Menu
Wed, 25 December 2024

Newsletter sign-up

Subscribe now
The House Live All
Defence
Defence
Press releases

Senior Tories urge Dominic Raab to call Chinese oppression of Uighurs ‘genocide’ and sanction officials

Dominic Raab was called on to do more to deal with the situation in Xinjiang province (PA)

3 min read

Senior Conservatives have called on Dominic Raab to get even tougher with China and declare there is a “genocide” of the Uighur people taking place.

After the Foreign Secretary announced the UK is suspending its extradition treaty with Hong Kong a succession of his party’s backbenchers said he must do more to respond to evidence of widespread human rights abuses in Xinjiang province.

He made a statement in the Commons amid ongoing tensions with Beijing on multiple fronts, including criticising their actions toward the Muslim minority Uighur population.

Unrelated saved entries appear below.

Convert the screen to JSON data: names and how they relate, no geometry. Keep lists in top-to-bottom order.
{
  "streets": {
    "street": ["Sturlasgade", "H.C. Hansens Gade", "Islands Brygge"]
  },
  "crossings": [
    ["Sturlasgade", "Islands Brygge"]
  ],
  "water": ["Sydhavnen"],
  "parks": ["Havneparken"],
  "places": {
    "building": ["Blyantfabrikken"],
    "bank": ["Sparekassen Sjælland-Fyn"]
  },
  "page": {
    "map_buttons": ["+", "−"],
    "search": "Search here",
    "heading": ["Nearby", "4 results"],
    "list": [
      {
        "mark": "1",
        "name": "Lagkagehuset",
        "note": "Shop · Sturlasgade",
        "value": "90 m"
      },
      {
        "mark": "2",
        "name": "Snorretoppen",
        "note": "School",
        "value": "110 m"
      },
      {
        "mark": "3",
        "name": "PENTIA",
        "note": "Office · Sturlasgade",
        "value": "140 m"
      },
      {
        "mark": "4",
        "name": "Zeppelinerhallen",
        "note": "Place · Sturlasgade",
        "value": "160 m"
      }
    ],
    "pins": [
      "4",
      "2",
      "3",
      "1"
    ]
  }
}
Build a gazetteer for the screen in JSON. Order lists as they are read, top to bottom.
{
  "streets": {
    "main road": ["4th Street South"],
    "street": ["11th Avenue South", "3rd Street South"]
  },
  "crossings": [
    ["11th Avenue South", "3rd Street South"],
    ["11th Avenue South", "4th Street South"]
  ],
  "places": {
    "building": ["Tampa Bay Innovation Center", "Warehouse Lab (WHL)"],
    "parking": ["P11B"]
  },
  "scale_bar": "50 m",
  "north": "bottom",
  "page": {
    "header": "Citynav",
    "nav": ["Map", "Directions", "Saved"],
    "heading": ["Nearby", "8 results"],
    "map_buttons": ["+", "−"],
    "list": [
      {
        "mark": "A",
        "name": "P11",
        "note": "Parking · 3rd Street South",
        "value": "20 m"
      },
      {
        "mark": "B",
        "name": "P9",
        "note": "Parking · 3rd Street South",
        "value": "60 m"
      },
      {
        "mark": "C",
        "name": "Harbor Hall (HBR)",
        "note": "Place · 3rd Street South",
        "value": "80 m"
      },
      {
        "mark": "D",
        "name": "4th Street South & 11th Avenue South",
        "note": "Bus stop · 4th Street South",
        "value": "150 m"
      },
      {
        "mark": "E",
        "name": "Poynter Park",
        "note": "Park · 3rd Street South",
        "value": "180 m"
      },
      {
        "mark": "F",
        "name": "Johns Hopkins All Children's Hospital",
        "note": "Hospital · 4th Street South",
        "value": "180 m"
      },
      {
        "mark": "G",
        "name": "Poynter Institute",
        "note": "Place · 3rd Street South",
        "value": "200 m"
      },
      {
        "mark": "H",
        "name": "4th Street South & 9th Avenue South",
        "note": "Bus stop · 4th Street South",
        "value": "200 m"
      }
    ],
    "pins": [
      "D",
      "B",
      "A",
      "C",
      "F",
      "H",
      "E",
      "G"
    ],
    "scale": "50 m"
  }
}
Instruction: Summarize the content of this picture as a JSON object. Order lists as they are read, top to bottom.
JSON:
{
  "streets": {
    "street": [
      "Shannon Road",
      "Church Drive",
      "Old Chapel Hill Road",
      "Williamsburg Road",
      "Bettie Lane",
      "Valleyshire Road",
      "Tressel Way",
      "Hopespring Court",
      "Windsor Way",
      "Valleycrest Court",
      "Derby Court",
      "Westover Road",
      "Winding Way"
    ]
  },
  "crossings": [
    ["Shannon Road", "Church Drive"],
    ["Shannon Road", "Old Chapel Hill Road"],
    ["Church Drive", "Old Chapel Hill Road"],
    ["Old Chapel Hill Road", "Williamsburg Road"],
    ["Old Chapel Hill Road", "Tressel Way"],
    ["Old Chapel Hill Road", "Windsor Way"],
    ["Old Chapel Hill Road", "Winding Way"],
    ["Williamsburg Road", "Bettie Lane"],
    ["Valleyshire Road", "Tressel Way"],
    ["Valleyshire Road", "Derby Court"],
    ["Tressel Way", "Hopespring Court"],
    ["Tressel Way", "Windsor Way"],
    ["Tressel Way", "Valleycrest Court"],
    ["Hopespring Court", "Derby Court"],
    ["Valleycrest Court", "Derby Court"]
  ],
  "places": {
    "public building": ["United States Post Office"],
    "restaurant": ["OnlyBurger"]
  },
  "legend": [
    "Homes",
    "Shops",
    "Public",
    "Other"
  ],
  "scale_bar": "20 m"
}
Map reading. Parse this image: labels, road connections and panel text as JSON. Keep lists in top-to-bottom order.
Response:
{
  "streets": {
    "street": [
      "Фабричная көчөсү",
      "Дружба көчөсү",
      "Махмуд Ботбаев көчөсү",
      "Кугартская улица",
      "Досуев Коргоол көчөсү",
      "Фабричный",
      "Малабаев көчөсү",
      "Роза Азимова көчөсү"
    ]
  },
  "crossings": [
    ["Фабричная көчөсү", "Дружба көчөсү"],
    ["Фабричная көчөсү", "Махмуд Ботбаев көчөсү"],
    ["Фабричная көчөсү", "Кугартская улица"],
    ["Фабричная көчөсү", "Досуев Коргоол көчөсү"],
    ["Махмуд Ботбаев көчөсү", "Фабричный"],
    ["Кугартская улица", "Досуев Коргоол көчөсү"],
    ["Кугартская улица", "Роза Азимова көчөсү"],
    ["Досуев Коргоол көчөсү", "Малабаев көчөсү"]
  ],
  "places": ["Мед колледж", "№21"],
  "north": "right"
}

But Tom Tugendhat, the Tory chair of the foreign affairs select committee, asked why Mr Raab, with his background as a human rights lawyer “hasn't yet made an announcement on the abuse of the Uighur Muslim population in western China”.

Referencing sanctions imposed on China by the US, the Conservative MP asked the Foreign Secretary why he had yet to take  "action that his opposite number in the United States, or rather the US Treasury, has already taken"

Mr Raab said of the situation in Xinjiang: “We have made very clear our position, indeed we led for the first time in the United Nations Human Rights Council, a statement on the situation on human rights in both Hong Kong and Xinjiang."

"Twenty-seven countries in total signed that statement," the Foreign Secretary added. "It's the first time it's been done.”

But fellow Conservative and former minister Nus Ghani called the UN a “busted flush” on China.

And she urged the Government to conduct an independent inquiry into a potential genocide in Xinjiang.

Hitting out at Mr Raab for only mentioning the Uighurs once in his statement, Ms Ghani added: “If there was enough evidence for the Americans to put sanctions on officials in Xinjiang can the Foreign Secretary have sight of this evidence to see if we can do the same here?"

She asked: “The Foreign Secretary repeatedly states that the term 'genocide' is a legal term, and we need international courts to apply this.

"But when it comes to the UN and China, the UN is a busted flush. 

"So can I ask the Foreign Secretary whether he would consider convening an independent inquiry for us to collect evidence to see if genocide is taking place in Xinjiang?”

The Liberal Democrats' foreign affairs spokesman Alistair Carmichael also called on the FCO to label what is happening to the Uighurs as a genocide.

He warned: "The world is watching and what we're seeing is absolutely horrific”.

While the Lib Dem MP said he understood government caution about using the term, he said "it would make an enormous difference" if Mr Raab "would admit from the despatch box that there are now a growing number of adminicles of evidence to say that that is absolutely what is happening".

SANCTIONS CALL

The calls came after Shadow Foreign Secretary Lisa Nandy repeated Labour's demand for the Government to use a new “Magnitsky sanctions” law unveiled in recent weeks to bar Chinese Communist Party officials involved in human right abuses from coming to the UK.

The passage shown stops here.